The TSM Way of Backup

Users switching from traditional backup methods to TSM backup are often confused by the approach TSM takes to backup. In this article, we will highlight the TSM backup feature and how it differs from traditional backup methods.

In the world of data backup, there are basically exactly three different ways to create a backup, i.e. a backup of a data area. The simplest case and also always the basis for the other two, let's call them backup types, is the so-called full backup. This is nothing more than a complete copy of the data area to be backed up to another medium. The second backup type is the so-called differential backup. Here, only the changes to the last full backup are copied to another data carrier. The third backup type is the so-called incremental backup. Here, only the changes to the last backup, regardless of whether it was a full or incremental backup, are copied to another data carrier.

If we look at the backup types in the light of the fact that data backups are traditionally made on magnetic tapes, there are some advantages and disadvantages which we will outline below.

In the case of full backup, the serious disadvantage is that the complete data set must be copied each time, which places a heavy load on system resources. Furthermore, each full backup is independent of all previous backups. So if a file has not changed since the last backup, it will still be saved again. This means a waste of storage space. The advantage of a full backup, however, is that only a single backup needs to be copied back in order to restore the data. This means that a full backup is often the fastest solution for a restore.

With a differential backup, the differences to the last full backup increase with each day, so that you have to transfer more data to the backup medium every day, even if they have not changed since the last differential backup. Therefore, a new full backup should be created at regular intervals, which can then be used as a basis for further differential backups. In comparison, this method is much more resource-efficient in terms of the data to be copied daily and, of course, the total amount of backup data to be stored. However, more storage space is still used than is actually necessary, since redundancies still exist between the differential backups. In the restore case, the last full backup is restored first and then the last differential backup is copied over it. Thus, two steps are necessary.

The incremental backup is optimal with regard to the amount of data to be transferred and stored, since only the changes to the last backup need to be recorded, regardless of whether this is a full or incremental backup. The big problem, however, becomes apparent in the case of a restore. If you don't have any additional information like TSM stores, you have to restore the last full backup first and then all incremental backups created since then. So there are as many steps necessary as incremental backups have been created since the last full backup.
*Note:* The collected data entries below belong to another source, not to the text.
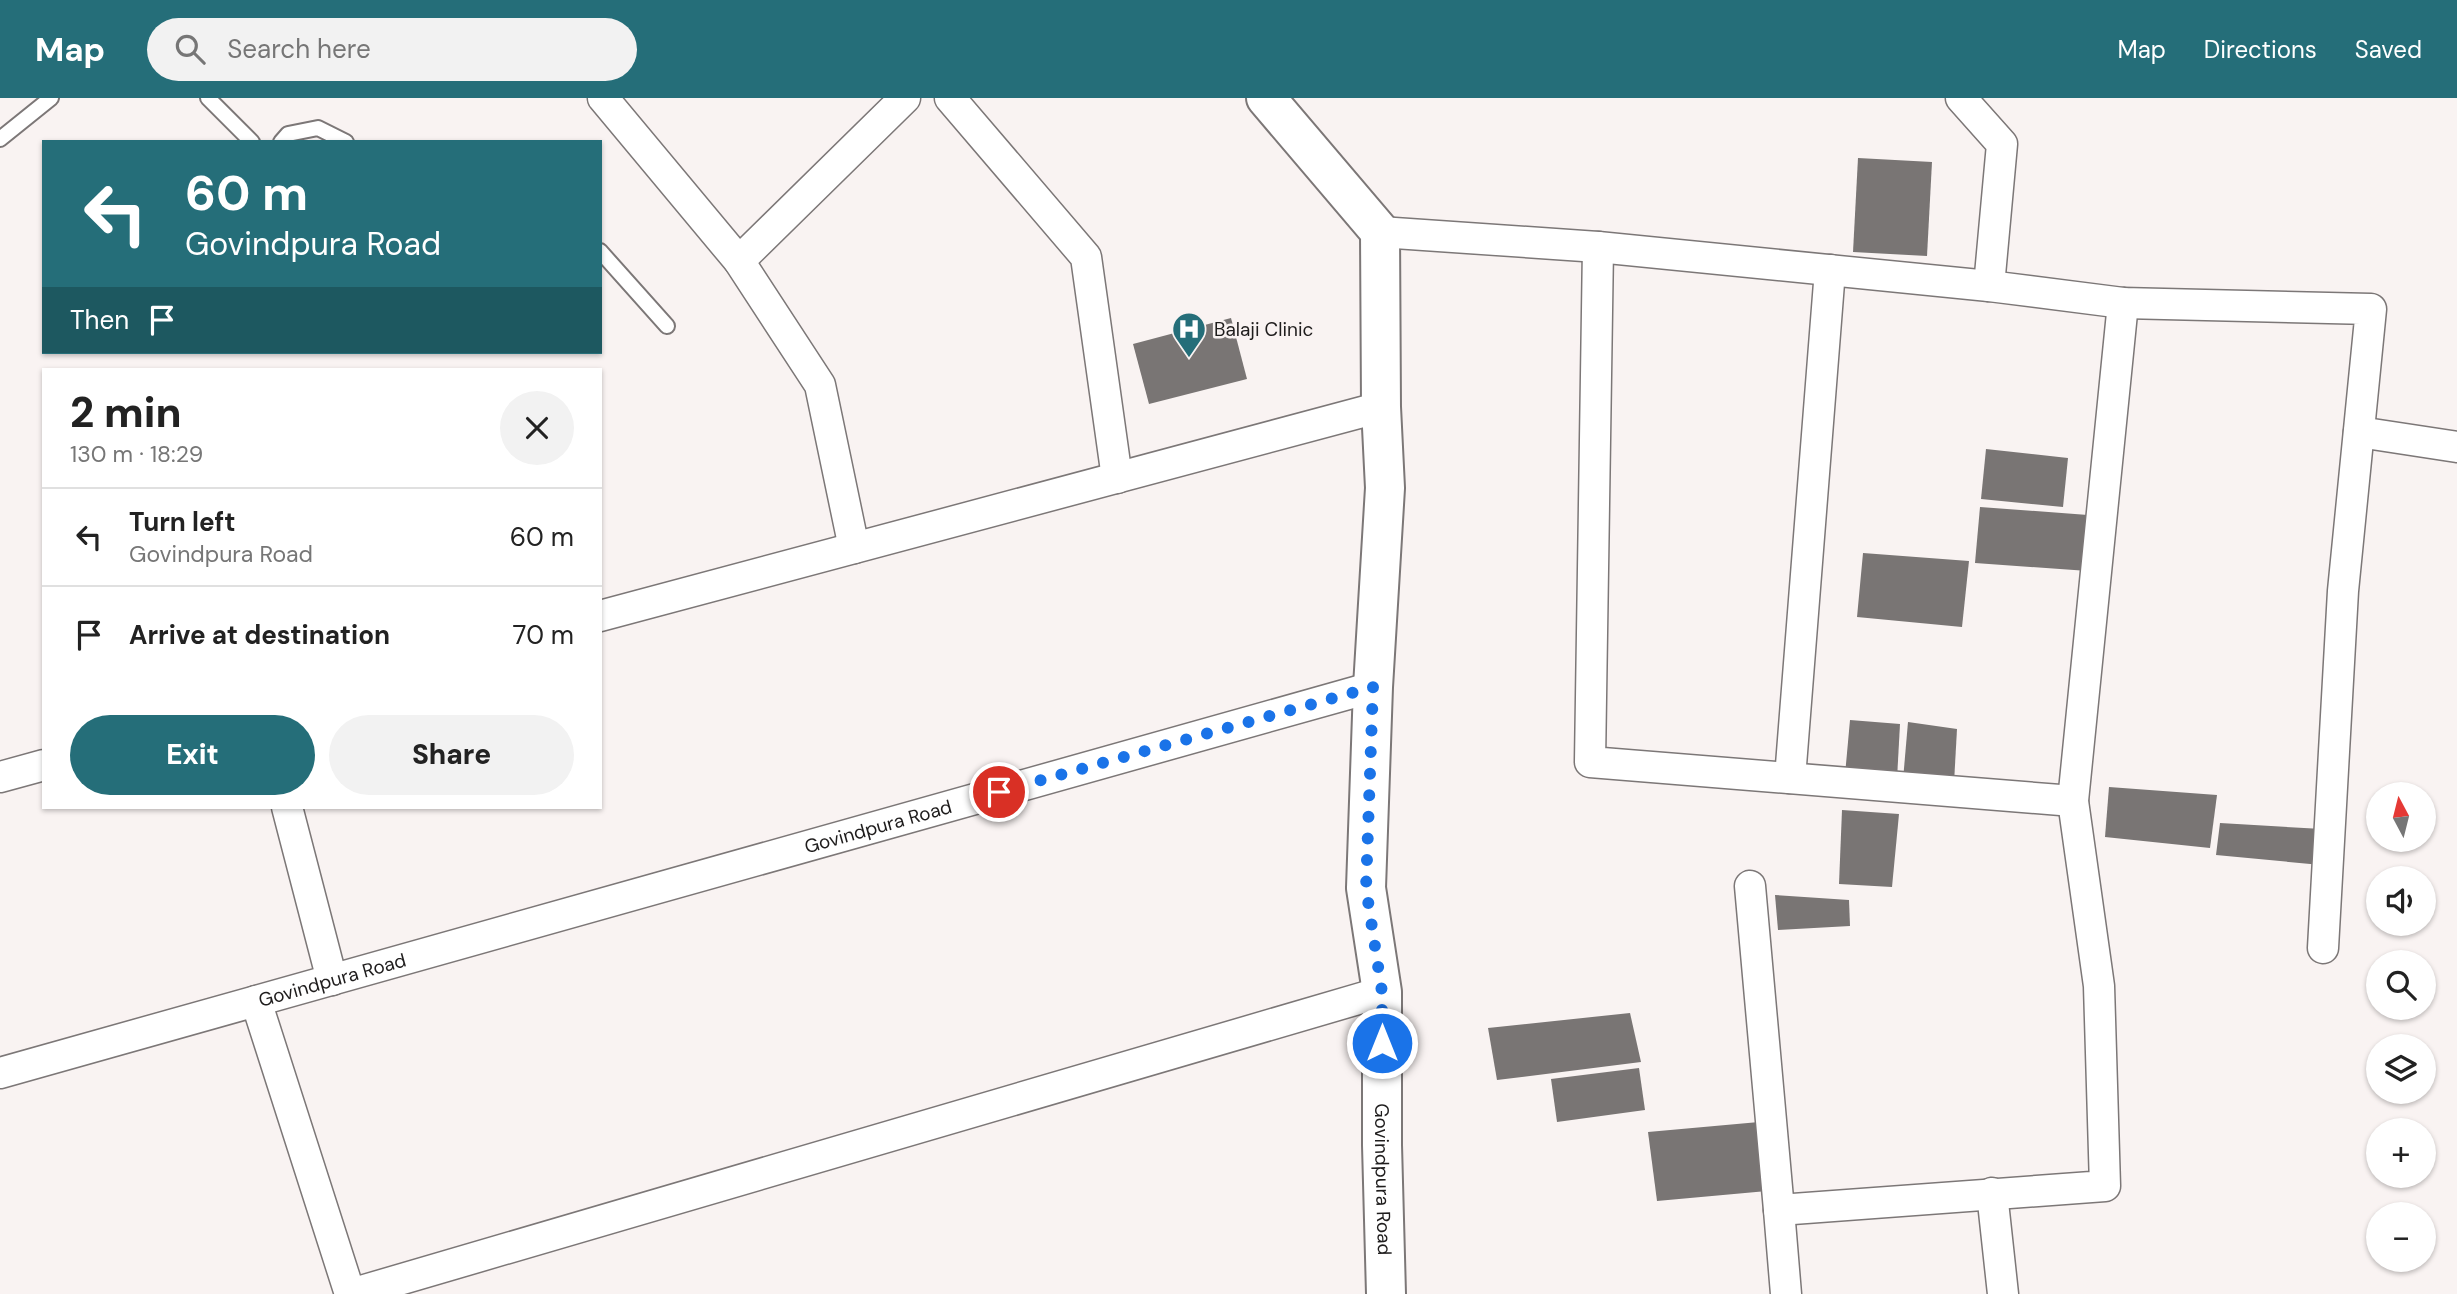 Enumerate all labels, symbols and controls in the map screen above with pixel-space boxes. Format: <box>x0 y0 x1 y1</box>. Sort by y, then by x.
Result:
search box <box>147 18 637 81</box>
text: Map <box>35 28 105 71</box>
icon: search <box>171 30 209 68</box>
text: Search here <box>227 32 371 66</box>
text: Map <box>2118 34 2166 65</box>
text: Directions <box>2204 34 2317 65</box>
text: Saved <box>2355 34 2422 65</box>
text: 60 m <box>185 161 308 225</box>
icon: left <box>70 168 161 259</box>
text: Govindpura Road <box>185 223 441 265</box>
icon: arrive <box>143 301 181 339</box>
text: Then <box>70 303 129 337</box>
hospital icon: Balaji Clinic <box>1170 310 1208 359</box>
place label: Balaji Clinic <box>1214 317 1313 342</box>
text: 2 min <box>70 385 181 440</box>
button: close <box>500 391 574 465</box>
text: 130 m · 18:29 <box>70 439 203 469</box>
text: Turn left <box>129 505 236 539</box>
icon: left <box>70 518 108 556</box>
text: 60 m <box>510 520 574 554</box>
text: Govindpura Road <box>129 539 313 569</box>
icon: arrive <box>70 616 108 654</box>
text: Arrive at destination <box>129 618 390 652</box>
text: 70 m <box>513 618 574 652</box>
button: Exit <box>70 715 315 795</box>
button: Share <box>329 715 574 795</box>
pin <box>969 762 1029 822</box>
icon: arrive <box>980 773 1018 811</box>
north arrow <box>2366 782 2436 852</box>
map controls <box>2366 782 2436 1272</box>
street label: Govindpura Road <box>801 794 955 859</box>
button: sound <box>2366 866 2436 936</box>
street label: Govindpura Road <box>256 947 409 1013</box>
button: search <box>2366 950 2436 1020</box>
position arrow <box>1345 1006 1419 1080</box>
button: layers <box>2366 1034 2436 1104</box>
street label: Govindpura Road <box>1369 1103 1397 1256</box>
button: + <box>2366 1118 2436 1188</box>
button: − <box>2366 1202 2436 1272</box>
Based on the backup types described above, an infinite number of backup strategies can now be developed. One of the most common strategies is the so-called grandfather-father-son principle. To implement this, with a five-day week and a retention period of 6 months, you need the following number of media:

  • 4 Son-Media (Montay-Thursday)
  • 4 Father-Media (Friday)
  • 6 Grandfather-Media (last day of the month)

By means of this strategy, one can access the data statuses of the last four days, the last four Fridays and the last 6 ends of the month. But for this you need at least 14 tapes, even if the respective backups are much smaller than the tape capacity.
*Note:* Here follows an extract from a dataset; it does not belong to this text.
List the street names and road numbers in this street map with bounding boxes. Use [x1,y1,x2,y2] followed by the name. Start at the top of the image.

TSM's backup strategy is fundamentally different from traditional backup strategies. The goal was to make backups as efficient as possible in terms of resource consumption while still providing a viable restore procedure. The TSM developers succeeded in doing this by enriching the incremental backup procedure with additional metadata, thereby realizing a so-called progressive incremental backup strategy. The metadata is stored in a DB2 database. With the progressive incremental strategy, only incremental backups are made. The only difference is that the first backup run is more or less a full backup. In the metadata, however, it is additionally stored where on which tape which version of a file is located. The individual backups of a computer are simply written one after the other to a tape until it is full and then the next tape is used. Thus it is also optimal for the capacity utilization of the individual tapes. In the restore case, TSM searches out the required versions of the data from the metadata, sorts them in such a way that as few tape changes and positioning operations as possible have to be performed, and then creates a synthetic full backup from the point in time requested by the user, which is then sent to the client.
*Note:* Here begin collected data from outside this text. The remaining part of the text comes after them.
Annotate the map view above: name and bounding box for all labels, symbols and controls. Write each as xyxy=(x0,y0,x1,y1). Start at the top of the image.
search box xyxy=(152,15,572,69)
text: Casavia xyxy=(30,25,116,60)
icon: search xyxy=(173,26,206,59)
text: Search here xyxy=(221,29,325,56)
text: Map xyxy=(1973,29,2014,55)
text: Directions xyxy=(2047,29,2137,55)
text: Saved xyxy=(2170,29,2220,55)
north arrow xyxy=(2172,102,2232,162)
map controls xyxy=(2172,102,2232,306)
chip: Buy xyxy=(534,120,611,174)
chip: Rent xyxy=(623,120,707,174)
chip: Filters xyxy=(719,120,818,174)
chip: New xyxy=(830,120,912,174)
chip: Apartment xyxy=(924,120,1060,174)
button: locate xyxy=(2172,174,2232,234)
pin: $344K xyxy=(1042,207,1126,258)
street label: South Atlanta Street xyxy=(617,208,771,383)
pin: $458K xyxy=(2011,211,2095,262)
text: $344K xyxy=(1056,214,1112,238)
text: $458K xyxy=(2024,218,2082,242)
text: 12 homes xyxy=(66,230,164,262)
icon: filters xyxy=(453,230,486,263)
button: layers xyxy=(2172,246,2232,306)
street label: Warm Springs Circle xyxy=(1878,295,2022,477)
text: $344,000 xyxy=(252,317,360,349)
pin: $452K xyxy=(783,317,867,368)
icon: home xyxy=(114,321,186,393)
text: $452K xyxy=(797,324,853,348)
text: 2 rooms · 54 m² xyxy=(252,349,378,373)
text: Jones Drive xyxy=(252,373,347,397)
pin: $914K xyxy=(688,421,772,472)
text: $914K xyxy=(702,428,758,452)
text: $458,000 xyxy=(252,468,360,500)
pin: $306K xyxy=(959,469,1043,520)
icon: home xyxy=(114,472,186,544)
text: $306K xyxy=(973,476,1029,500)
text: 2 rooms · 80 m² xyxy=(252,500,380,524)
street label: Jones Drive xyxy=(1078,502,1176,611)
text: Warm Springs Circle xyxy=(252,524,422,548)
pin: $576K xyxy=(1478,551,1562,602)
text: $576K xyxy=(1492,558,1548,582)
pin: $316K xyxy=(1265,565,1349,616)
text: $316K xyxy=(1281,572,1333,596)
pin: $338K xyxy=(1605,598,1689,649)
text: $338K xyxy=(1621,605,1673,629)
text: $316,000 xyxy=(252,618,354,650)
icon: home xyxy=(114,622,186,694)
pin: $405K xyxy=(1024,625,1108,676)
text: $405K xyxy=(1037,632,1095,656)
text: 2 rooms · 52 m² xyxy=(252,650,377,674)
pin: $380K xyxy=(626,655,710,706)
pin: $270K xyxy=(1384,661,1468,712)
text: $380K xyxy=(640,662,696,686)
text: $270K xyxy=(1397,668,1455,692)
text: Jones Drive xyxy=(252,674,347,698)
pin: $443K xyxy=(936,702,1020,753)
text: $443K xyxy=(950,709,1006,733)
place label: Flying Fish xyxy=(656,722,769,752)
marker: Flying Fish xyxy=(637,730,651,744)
Unfortunately, however, even with progressive incremental strategies, it is often not possible in practice to simply keep all versions of a file for an indefinite period of time, since the cost of storage would be disproportionate to the benefit. Therefore, TSM provides the possibility to define retention policies with respect to the retention time and the number of retained versions of a file.

To understand the mechanism of these retention policies, the concept of active and inactive data is essential. For TSM, any backup copy of a version of a file still on the source system is an active version. Active data is never deleted in TSM. This ensures that after a data loss the state of the data can be completely restored to the last backup run. If a file on the source system is deleted or replaced by a new version, the previously active backup copy will be marked as inactive by TSM during the next backup run. If the file is overwritten, the new version will be kept as active backup copy from now on. From the moment a backup copy of a file is marked as inactive, it is subject to the retention policy. This means that from that point on, it is retained for a maximum of the retention period defined in the policy, or until there are more current, versions of that file than the retention policy allows for the maximum number of versions.

The LRZ standard retention policies work with a maximum retention period of 180 days of a maximum of 3 inactive versions. Via the dedicated selection of the so-called management class for individual files and directories, we also offer the option of retaining a maximum of 10 inactive versions. In our experience, these guidelines represent a good compromise between the costs of storing the backups on the one hand and the benefits in terms of the chance that data can still be found in the backup after a data loss on the other.

If we now compare the traditional generation strategy with the LRZ's progressive incremental strategy, the two methods have different advantages and disadvantages.

Pro Progressive Incremental strategy:

  • lower storage space consumption
  • better storage space utilization
  • lower resource requirements for backup
  • lower costs
  • Each deleted file can be restored to its last version for 180 days.
  • The last 3 or 10 versions of a file are kept.

Contra progressive incremental strategy:

  • Metadata database needed
  • Old versions of a file age out earlier than 180 days when the maximum number of versions is reached.
  • Higher effort for restore

Pro generational strategy:

  • no metadata database necessary
  • less effort for restore
  • If a file exists at the time of the monthly backup, it is guaranteed to be restored even after 180 days, regardless of the number of versions that have existed of that file.

Contra generational strategy:

  • higher storage space consumption
  • worse storage space utilization
  • higher resource requirements for backup
  • higher costs
  • Files that have been deleted for a long time cannot be restored to the last version because only weekly or monthly backups exist.
  • Not the last 3 or 10 versions of a file are kept, but only the state of the file at the backup times.
  • Files that existed only between two monthly backups or two weekly backups, for example, cannot be restored.

For data that has to be kept for a longer period of time TSM offers the so called archiving function. With it you can keep data in TSM for 10 years by default. On request we also offer the possibility to store archive data without expiration date. However, please note that the archive function does not work in progressive incremental mode, but corresponds to a full backup. I.e. if one and the same version of a file is archived 100 times, it will also be stored 100 times in TSM. Since this is, of course, a waste of storage resources and, in the end, of taxpayers' money, extreme care must be taken when selecting files to be archived. For example, we observe time and again that users archive their entire file system at regular intervals, probably for reasons of convenience. Of course, this is not what the inventor intended and leads to massive technical problems when retrieving the data and, last but not least, is unfair to those users who are concerned about which data is worth archiving and which is not.

We will discuss further semantic differences, the different application areas of the TSM backup and archive functions and which requirements can be fulfilled with these functions and how in another article.